# Required work
Could you copy the data that follows exactly as written, but drop the pictures?

# Listed records
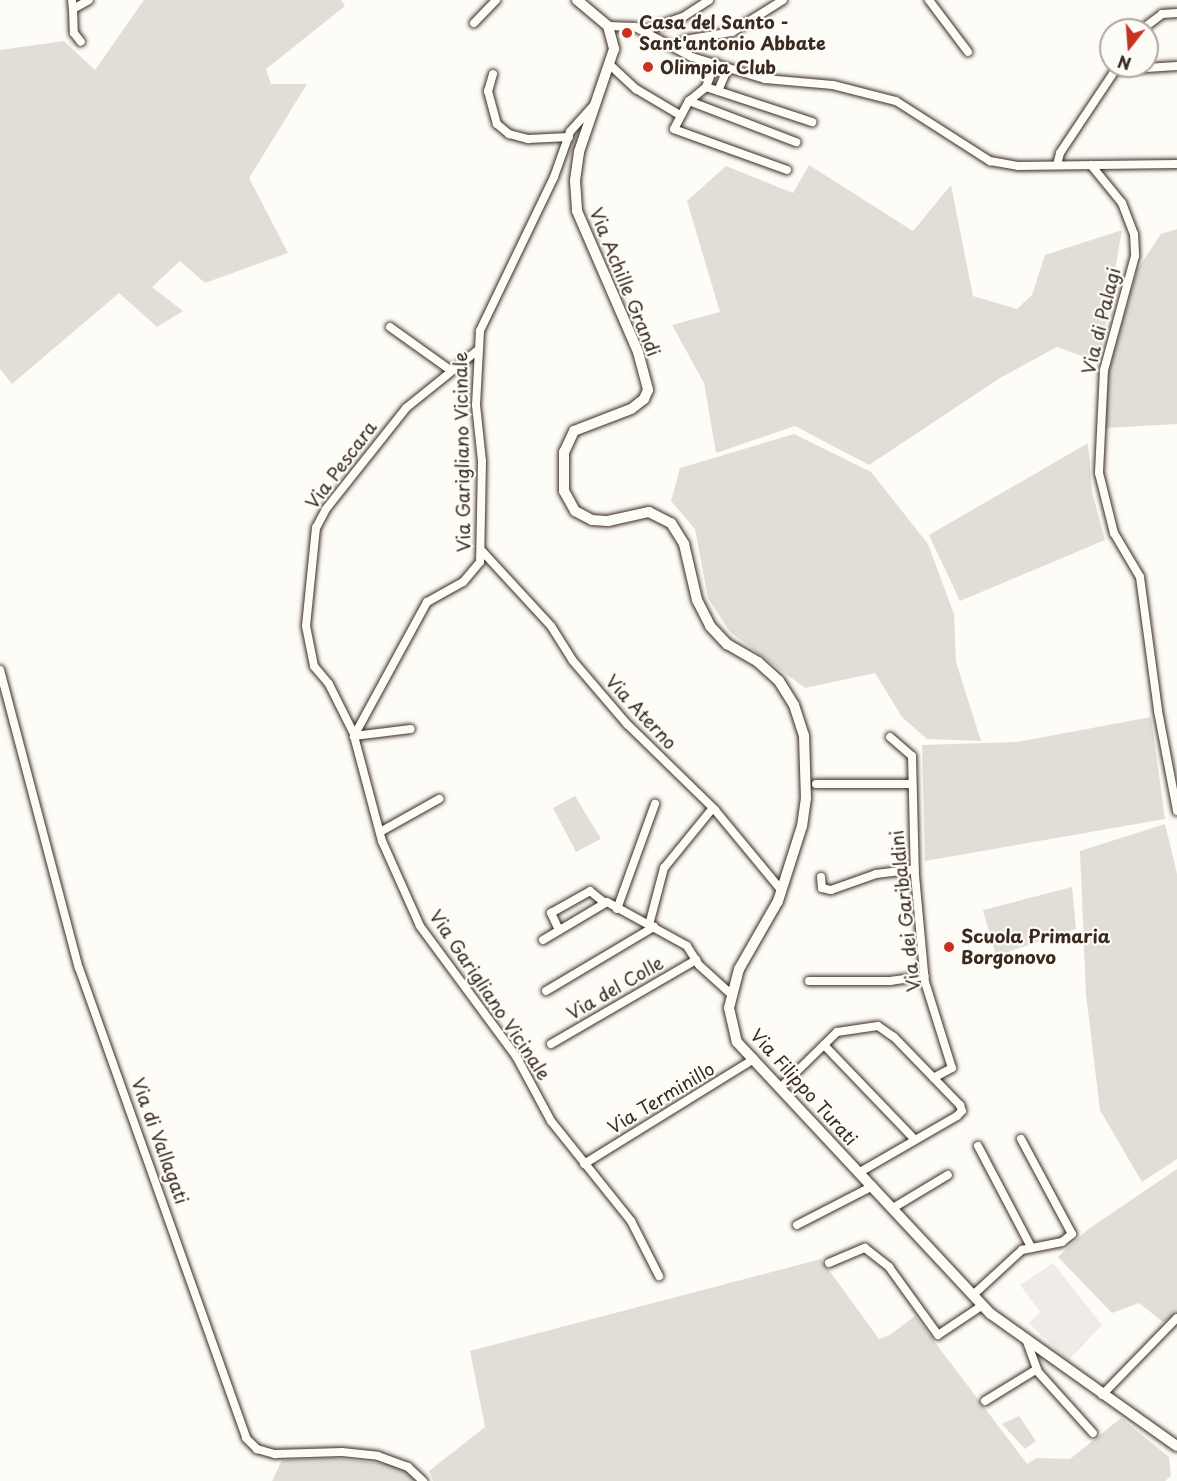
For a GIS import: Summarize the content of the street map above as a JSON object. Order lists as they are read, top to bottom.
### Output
{
  "streets": {
    "main road": ["Via Achille Grandi", "Via Filippo Turati"],
    "street": [
      "Via di Palagi",
      "Via Garigliano Vicinale",
      "Via Pescara",
      "Via Aterno",
      "Via dei Garibaldini",
      "Via del Colle",
      "Via Terminillo",
      "Via di Vallagati"
    ]
  },
  "crossings": [
    ["Via Achille Grandi", "Via Garigliano Vicinale"],
    ["Via Achille Grandi", "Via Filippo Turati"],
    ["Via Garigliano Vicinale", "Via Pescara"],
    ["Via Garigliano Vicinale", "Via Aterno"],
    ["Via Garigliano Vicinale", "Via Terminillo"],
    ["Via Aterno", "Via Filippo Turati"],
    ["Via Filippo Turati", "Via Terminillo"]
  ],
  "places": ["Casa del Santo - Sant'antonio Abbate", "Olimpia Club", "Scuola Primaria Borgonovo"],
  "north": "bottom"
}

# Response for this exercise
For a GIS import: Summarize the content of the street map above as a JSON object. Order lists as they are read, top to bottom.
### Output
{
  "streets": {
    "main road": ["Via Achille Grandi", "Via Filippo Turati"],
    "street": [
      "Via di Palagi",
      "Via Garigliano Vicinale",
      "Via Pescara",
      "Via Aterno",
      "Via dei Garibaldini",
      "Via del Colle",
      "Via Terminillo",
      "Via di Vallagati"
    ]
  },
  "crossings": [
    ["Via Achille Grandi", "Via Garigliano Vicinale"],
    ["Via Achille Grandi", "Via Filippo Turati"],
    ["Via Garigliano Vicinale", "Via Pescara"],
    ["Via Garigliano Vicinale", "Via Aterno"],
    ["Via Garigliano Vicinale", "Via Terminillo"],
    ["Via Aterno", "Via Filippo Turati"],
    ["Via Filippo Turati", "Via Terminillo"]
  ],
  "places": ["Casa del Santo - Sant'antonio Abbate", "Olimpia Club", "Scuola Primaria Borgonovo"],
  "north": "bottom"
}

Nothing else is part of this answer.